Terpenes and terpenoids

Terpenes or terpenoids are a large family of natural molecules, typically containing 10 to 30 carbon atoms, which are biosynthesized from a common “brick”, isopentenyl pyrophosphate (IPP), containing 5 carbon atoms (see figure). The discovery that the repetitive brick consists of 5 carbon atoms is relatively recent, while it was once assumed that the entire family was created by repeating a brick of 10 carbon atoms, which was called “terpene”. Therefore, the molecules with 10 carbon atoms (such as limonene, see figure) were called mono-terpenes, i.e. composed of a single brick, diterpenes those with 20 carbon atoms (e.g. the cafestol that gives the aroma to the coffee), triterpenes those with 30 carbon atoms (e.g. beta-carotene).
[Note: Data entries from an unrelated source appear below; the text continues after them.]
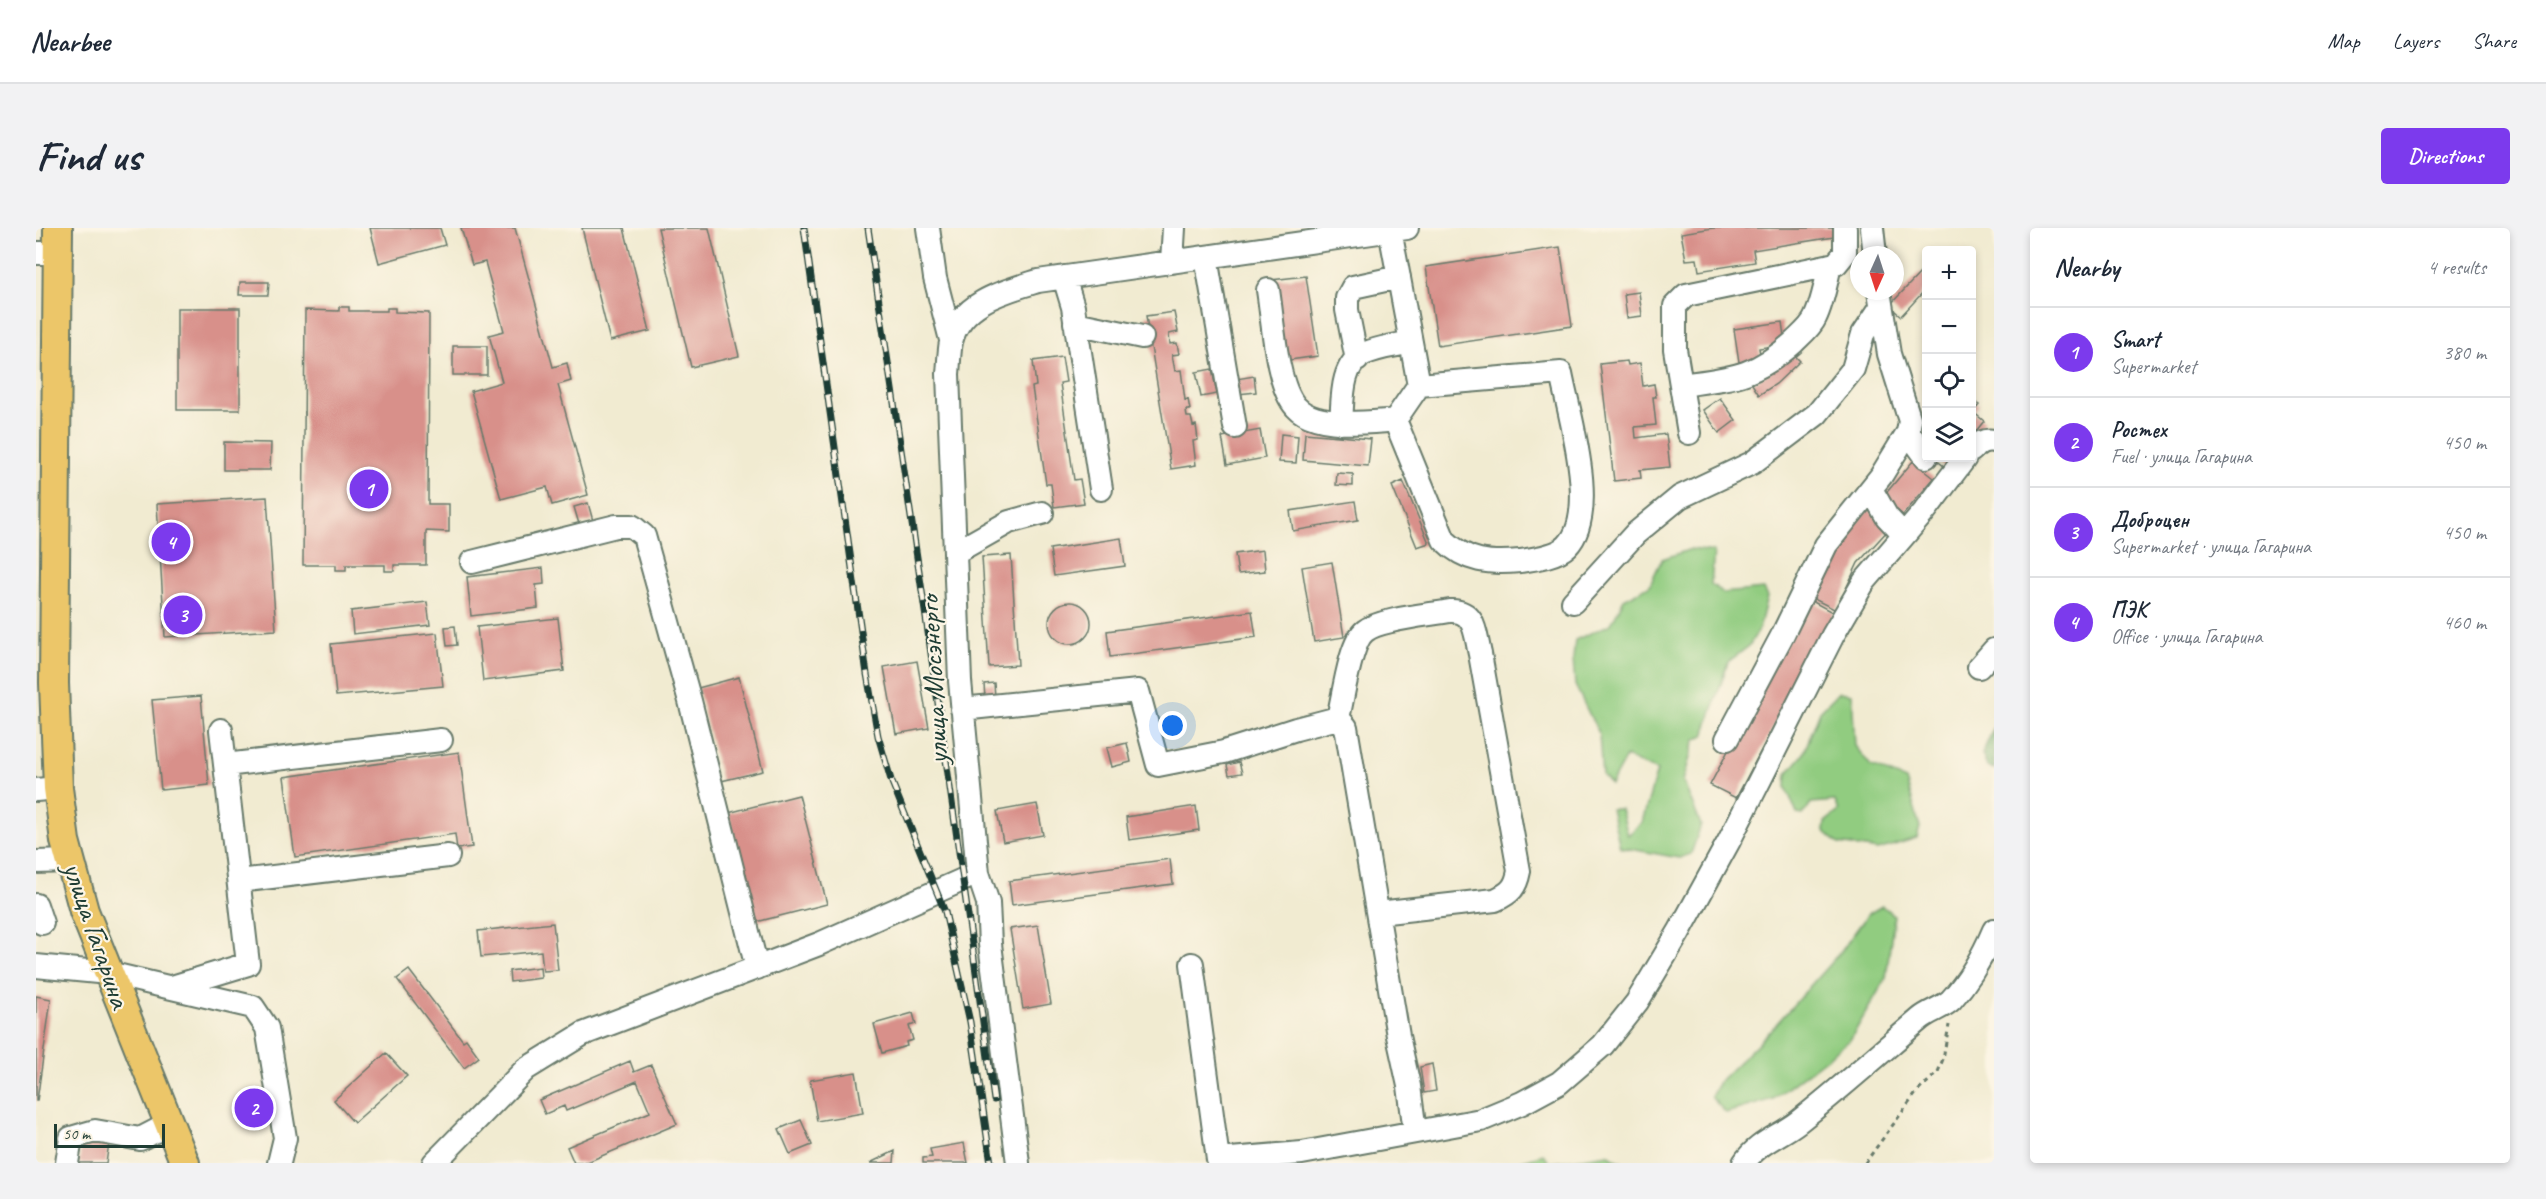 <!DOCTYPE html>
<meta charset="utf-8">
<style>
:root{--surface:#fff;--page:#f2f2f3;--text:#1f2937;--muted:#747a83;--line:#e0e1e3;--accent:#7c3aed}
body{margin:0;font-family:Caveat,sans-serif;background:var(--page);color:var(--text)}
.controls{position:absolute;right:18px;top:18px;display:grid;overflow:hidden;border-radius:6px;box-shadow:0 3px 9px #0003}
.controls button{width:54px;height:54px;display:grid;place-items:center;padding:0;border:0;border-bottom:2px solid var(--line);background:var(--surface);color:var(--text);font:30px sans-serif}
.compass{position:absolute;left:1814px;top:18px;width:54px;height:54px;border-radius:50%;background:var(--surface);box-shadow:0 3px 9px #0003;rotate:183deg}
.scale{position:absolute;left:18px;bottom:15px;width:111px;box-sizing:border-box;padding-left:6px;border:3px solid #1f3d34;border-top:0;font-size:16px;line-height:21px;white-space:nowrap;color:#1f3d34;-webkit-text-stroke:4px #fcf5e5;paint-order:stroke}
.you{position:absolute;left:1137px;top:498px;width:21px;height:21px;margin:-15px;border:4px solid #fff;border-radius:50%;background:#1a73e8;box-shadow:0 0 0 9px #1a73e833}
.badge{display:grid;place-items:center;width:39px;height:39px;border-radius:50%;background:var(--accent);color:#fff;font-size:20px;font-weight:700}
.pin{position:absolute;translate:-50% -50%;border:3px solid #fff;box-shadow:0 2px 6px #0006}
.list{margin:0;padding:0;list-style:none}
h2{display:flex;justify-content:space-between;align-items:center;height:78px;margin:0;padding:0 24px;font-size:26px}
h2 small{font-size:20px;font-weight:400;color:var(--muted)}
.list li{display:grid;grid-template-columns:39px 1fr auto;gap:18px;align-items:center;box-sizing:border-box;height:90px;padding:0 24px;border-top:2px solid var(--line)}
.list b{display:block;font-size:22px;white-space:nowrap}
.list p{margin:0;font-size:20px;white-space:nowrap;color:var(--muted)}
.list em{font-size:20px;font-style:normal;color:var(--muted)}
.icon{flex:none;width:33px;height:33px;fill:none;stroke:currentColor;stroke-width:2;stroke-linecap:round;stroke-linejoin:round}
.map{position:relative;flex:none;width:1958px;height:935px;overflow:hidden;border-radius:6px}
header{display:flex;align-items:center;gap:36px;box-sizing:border-box;height:84px;padding:0 30px;background:var(--surface);border-bottom:2px solid var(--line)}
header strong{font-size:28px}
nav{display:flex;gap:33px;margin-inline-start:auto;font-size:21px}
.intro{display:flex;align-items:center;justify-content:space-between;box-sizing:border-box;height:144px;padding:0 36px}
h1{margin:0;font-size:42px}
.button{padding:15px 27px;border-radius:6px;background:var(--accent);color:#fff;font-size:21px;font-weight:700}
main{display:flex;gap:36px;padding:0 36px}
aside{flex:1;background:var(--surface);border-radius:6px;box-shadow:0 3px 9px #0003}
.map>svg:first-child{display:block}
</style>
<header>
<strong>Nearbee</strong>
<nav><a>Map</a><a>Layers</a><a>Share</a></nav>
</header>
<div class="intro"><h1>Find us</h1><a class="button">Directions</a></div>
<main>
<div class="map">
<svg width="1958" height="935" viewBox="0 0 1958 935">
<rect width="100%" height="100%" fill="#fcf5e5"/>
<filter id="ink" filterUnits="userSpaceOnUse"><feTurbulence type="fractalNoise" baseFrequency=".0167" numOctaves="2"/><feDisplacementMap in="SourceGraphic" scale="12" xChannelSelector="R" yChannelSelector="G"/><feConvolveMatrix kernelMatrix="1 2 1 2 8 2 1 2 1" color-interpolation-filters="sRGB"/></filter>
<filter id="wash" filterUnits="userSpaceOnUse"><feTurbulence type="fractalNoise" baseFrequency=".008" numOctaves="4" result="noise"/><feDisplacementMap in="SourceGraphic" scale="24" xChannelSelector="R" yChannelSelector="G"/><feGaussianBlur stdDeviation="1.35" result="paint"/><feColorMatrix in="noise" values="0 0 0 0 0 0 0 0 0 0 0 0 0 0 0 0 0 1.4 0 .05"/><feComposite in="paint" operator="in"/></filter>
<g filter="url(#wash)">
<rect width="100%" height="100%" fill="#f1ebd1"/>
<path fill="#91cc80" stroke="#58845a" stroke-width="1.5" d="M1655 321 1678 324 1675 356 1687 365 1727 361 1731 369 1723 401 1713 418 1692 434 1668 508 1659 512 1647 553 1665 597 1655 626 1643 630 1584 619 1575 581H1585L1592 607 1606 594 1621 543 1590 529 1575 556 1566 548 1563 506 1539 457 1537 431 1539 412 1575 396 1588 371 1613 358 1626 331Z
M1803 464 1816 466 1819 518 1835 538 1870 552 1884 599 1881 610 1842 622 1803 616 1788 603 1789 594 1803 583 1799 573 1775 575 1767 587 1761 586 1750 559 1751 546 1767 527 1784 483Z
M1846 678 1858 687 1850 750 1814 812 1737 871 1690 885 1675 869 1683 854 1735 802 1806 722 1832 686Z
M1507 926 1514 935 1572 926 1586 935H1478Z"/>
<path fill="#74b06e" stroke="#4a7651" stroke-width="1.5" d="M1958 499V541L1951 539 1946 526Z"/>
<g id="blocks">
<path fill="#d8908a" d="M334 0H404L409 17 343 35Z
M425 0H479L517 139 531 135 535 153 522 157 552 267 516 277 511 259 465 271 435 163 466 154 453 107 468 103 449 34 436 37Z
M546 0H588L614 103 574 113Z
M622 0H673L703 128 655 139Z
M1677 0H1797L1798 9 1717 22 1719 34 1663 43 1661 31 1650 32 1645 5Z
M1524 19 1536 98 1402 118 1390 39Z
M1885 44 1890 49V61L1865 88 1853 78Z
M1270 48 1282 128 1247 133 1235 52Z
M204 54H233L232 67H203Z
M1603 64 1606 88 1591 90 1588 66Z
M303 79H313V83H351V80H359V84L393 85 392 276H413V304L390 303V337H358V343H349V337H310V342H300V337H267L269 82 303 83Z
M141 80H204V182H141Z
M1138 84 1142 104 1133 106 1134 116 1141 115 1143 126 1136 127 1139 143 1145 142 1149 172 1152 171 1154 182H1150L1151 189H1155L1157 198 1160 197 1162 212 1157 213 1160 237 1135 241 1110 88Z
M1746 94 1749 116 1723 120 1725 131 1703 134 1698 101Z
M417 118H451V147H417Z
M1755 124 1764 133 1740 156 1723 167 1716 156 1731 146Z
M1026 129 1030 154 1024 155 1038 252 1044 251 1048 275 1018 279 1015 256H1010L996 159 1000 158 997 133Z
M1591 133 1592 137 1604 135 1607 158 1618 156 1620 169H1617L1620 197 1599 199 1600 210 1630 206 1634 239 1604 242 1605 250 1578 253 1564 136Z
M1176 141 1181 166 1165 169 1160 144Z
M1218 148 1220 164 1202 166 1200 151Z
M1684 170 1700 192 1683 205 1667 182Z
M1936 171 1943 177 1937 184 1948 193 1936 208Z
M1224 202 1229 230 1191 237 1186 209Z
M1269 205 1335 211 1332 238 1267 232Z
M1245 206 1262 208 1260 235 1243 234Z
M188 214 235 215 234 242H188Z
M1898 230H1917L1909 239Z
M1877 233 1898 250 1867 287 1846 270Z
M1301 245 1317 246V258L1300 257Z
M1367 253 1393 315 1381 319 1356 258Z
M231 269 240 402 129 409 121 276Z
M1319 273 1322 292 1257 303 1254 283Z
M552 275 557 293 543 296 538 279Z
M1833 281 1854 300 1822 335 1800 382 1774 369 1801 317Z
M1085 310 1089 338 1018 348 1014 321Z
M1227 322 1229 343 1202 346 1199 326Z
M975 327 982 437 953 439 946 329Z
M1296 334 1308 409 1278 414 1266 339Z
M507 340 508 356 500 357 502 380 435 388 431 349Z
M1772 371 1798 385 1700 570 1674 557Z
M391 374 394 397 317 406 315 383Z
M1013 395a21 21 0 1 1 42 0a21 21 0 1 1-42 0Z
M1216 383 1220 409 1074 429 1071 403Z
M522 390 528 443 447 453 441 399Z
M419 398 421 417 411 418 409 399Z
M401 405 407 458 300 468 295 416Z
M881 433 893 500 860 506 848 439Z
M703 449 727 543 685 553 662 460Z
M958 455 959 469 949 470 948 456Z
M165 468 173 557 125 562 116 472Z
M1091 515 1095 534 1076 539 1071 520Z
M423 524 436 619 421 621 419 606 259 629 248 549Z
M1203 534 1206 545 1193 547 1191 537Z
M763 567 791 676 720 694 692 585Z
M1001 576 1007 607 967 614 961 583Z
M1160 578 1163 602 1093 612 1090 589Z
M1134 631 1137 656 976 677 973 653Z
M517 695 522 742 507 743 505 723 445 729 442 703Z
M1002 697 1015 776 987 781 974 701Z
M504 739 505 750 474 754 473 743Z
M373 742 427 813 430 811 443 829 428 840 361 751Z
M0 768 15 771 1 873H0Z
M877 785 880 796 873 798 877 812 870 814 871 818 846 825 838 796Z
M350 825 371 848 318 895 298 872Z
M594 833 598 844 615 837 641 896 549 935H538L531 919 614 884 601 853 530 883 528 878 509 886 503 872Z
M1396 836 1400 863 1388 865 1384 839Z
M820 844 827 885 781 893 774 852Z
M765 892 776 917 754 926 743 901Z
M46 911 73 915 70 935H43Z
M928 915 932 935H887V930L896 929 894 921Z
M859 923 858 935H834Z"/>
</g>
</g>
<g filter="url(#ink)">
<use href="#blocks" fill-opacity="0" stroke="#687a6b" stroke-width="1.5"/>
<g fill="none" stroke-linecap="round" stroke-linejoin="round">
<defs>
<path id="minor" d="M892 0 899 50 915 112
M1836 0 1839 27
M1354 2 1383 157
M0 25H22
M1170 29 1199 199
M1136 34 1138 0
M1028 49 1037 79 1065 261
M1232 62C1237 92 1240 158 1260 179 1279 200 1334 195 1359 192L1383 157 1525 145C1533 187 1564 285 1531 318 1521 328 1498 331 1484 333 1454 336 1430 334 1408 312L1359 192
M1039 95 1106 109
M1321 132 1311 82V70L1317 59 1363 49
M1645 157C1695 150 1718 150 1758 114 1765 107 1775 99 1779 90 1787 74 1790 54 1794 37
M1305 195C1307 173 1304 137 1328 126 1342 119 1360 118 1375 114
M1872 204 1890 229
M1653 205 1639 121V78L1650 67 1800 36 1809 25V0
M1936 222C1942 215 1948 211 1958 213
M1835 261 1851 289 1868 307
M920 324 973 294 1006 285
M436 334 580 298H596L608 308 654 473 721 740
M1537 374 1599 306 1644 269 1716 235 1781 186 1817 141 1827 106 1845 79
M1943 439 1958 422
M926 481 1102 463 1122 537 1188 524 1260 501 1302 490
M1302 490C1307 471 1314 414 1329 403 1344 391 1393 387 1414 383 1440 382 1439 406 1444 426L1483 643C1480 659 1475 665 1459 672L1342 685
M1302 490 1310 499 1362 808 1373 858 1379 904
M1691 511 1746 408 1790 317 1845 248 1872 204 1874 193 1853 126 1843 63
M189 537 405 512
M0 562 22 560
M0 634 34 633
M203 653 412 628
M0 677 6 695
M1156 736 1182 932 1266 925 1445 892 1486 875 1523 855 1567 817 1601 774 1643 704 1693 613 1797 407 1828 354 1889 283 1929 230
M0 738 72 745 217 779 231 800 249 910 243 935
M136 759 212 736 185 502
M31 935 35 910 59 903 104 911 133 896
M398 935 490 841 547 806 783 716 942 645
M982 935 954 716 952 675 942 645 924 453 912 146C913 136 913 124 915 114 924 74 969 63 1002 53L1371 0
M1708 935C1721 915 1744 908 1762 894 1804 861 1843 826 1884 791 1893 783 1907 780 1915 772 1934 751 1947 728 1958 702"/>
<path id="major" d="M22 0 18 455 22 560 29 613 48 683 149 935"/>
</defs>
<use href="#minor" stroke="#687a6b" stroke-width="26"/>
<use href="#major" stroke="#687a6b" stroke-width="32"/>
<path stroke="#687a6b" stroke-width="3" stroke-dasharray="4.5 4.5" stroke-linecap="butt" d="M1829 935 1881 864 1902 844 1907 831 1913 797"/>
<use href="#minor" stroke="#fff" stroke-width="22"/>
<use href="#major" stroke="#ecc669" stroke-width="28"/>
<defs>
<path id="rail" d="M768 0 831 446 842 508 855 552 909 684 934 794 955 935
M832 0 890 390 958 872"/>
</defs>
<use href="#rail" stroke="#1f3d34" stroke-width="7"/>
<use href="#rail" stroke="#fcf5e5" stroke-width="4.5" stroke-dasharray="14" stroke-linecap="butt"/>
</g>
</g>
<g text-anchor="middle" stroke-width="4.5" stroke-linejoin="round" paint-order="stroke">
<g font-size="30" fill="#1f3d34" stroke="#fcf5e5">
<text transform="translate(897 452) rotate(-93)" y="10">улица Мосэнерго</text>
<text transform="translate(61 707) rotate(71)" y="10">улица Гагарина</text>
</g>
</g>
</svg>
<div class="controls">
<button>+</button>
<button>−</button>
<button><svg class="icon" aria-label="locate" viewBox="0 0 24 24"><circle cx="12" cy="12" r="6"/><path d="M12 2v4M12 18v4M2 12h4M18 12h4"/></svg></button>
<button><svg class="icon" aria-label="layers" viewBox="0 0 24 24"><path d="M12 4l9 5-9 5-9-5zM3 14l9 5 9-5"/></svg></button>
</div>
<svg class="compass" viewBox="-18 -18 36 36"><path d="M0-13l5 13h-10z" fill="#e53935"/><path d="M0 13l5-13h-10z" fill="#747a83"/></svg>
<div class="scale">50 m</div>
<div class="you"></div>
<div class="pin badge" style="left:333px;top:261px">1</div>
<div class="pin badge" style="left:218px;top:880px">2</div>
<div class="pin badge" style="left:147px;top:387px">3</div>
<div class="pin badge" style="left:135px;top:314px">4</div>
</div>
<aside>
<h2>Nearby<small>4 results</small></h2>
<ul class="list">
<li><span class="badge">1</span><div><b>Smart</b><p>Supermarket</p></div><em>380 m</em></li>
<li><span class="badge">2</span><div><b>Ростех</b><p>Fuel · улица Гагарина</p></div><em>450 m</em></li>
<li><span class="badge">3</span><div><b>Доброцен</b><p>Supermarket · улица Гагарина</p></div><em>450 m</em></li>
<li><span class="badge">4</span><div><b>ПЭК</b><p>Office · улица Гагарина</p></div><em>460 m</em></li>
</ul>
</aside>
</main>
Since molecules made from 15 carbon atoms were also found (such as bisabolol), it was thought they contained a terpene and a half, and were called sesquiterpenes (from the Latin semis = half + atque = and). Today it is known that the repetitive unit is composed of 5 carbon atoms, therefore it is easy to understand how mono-terpenes contain two (see figure), sesquiterpenes three, diterpenes four, triterpenes six.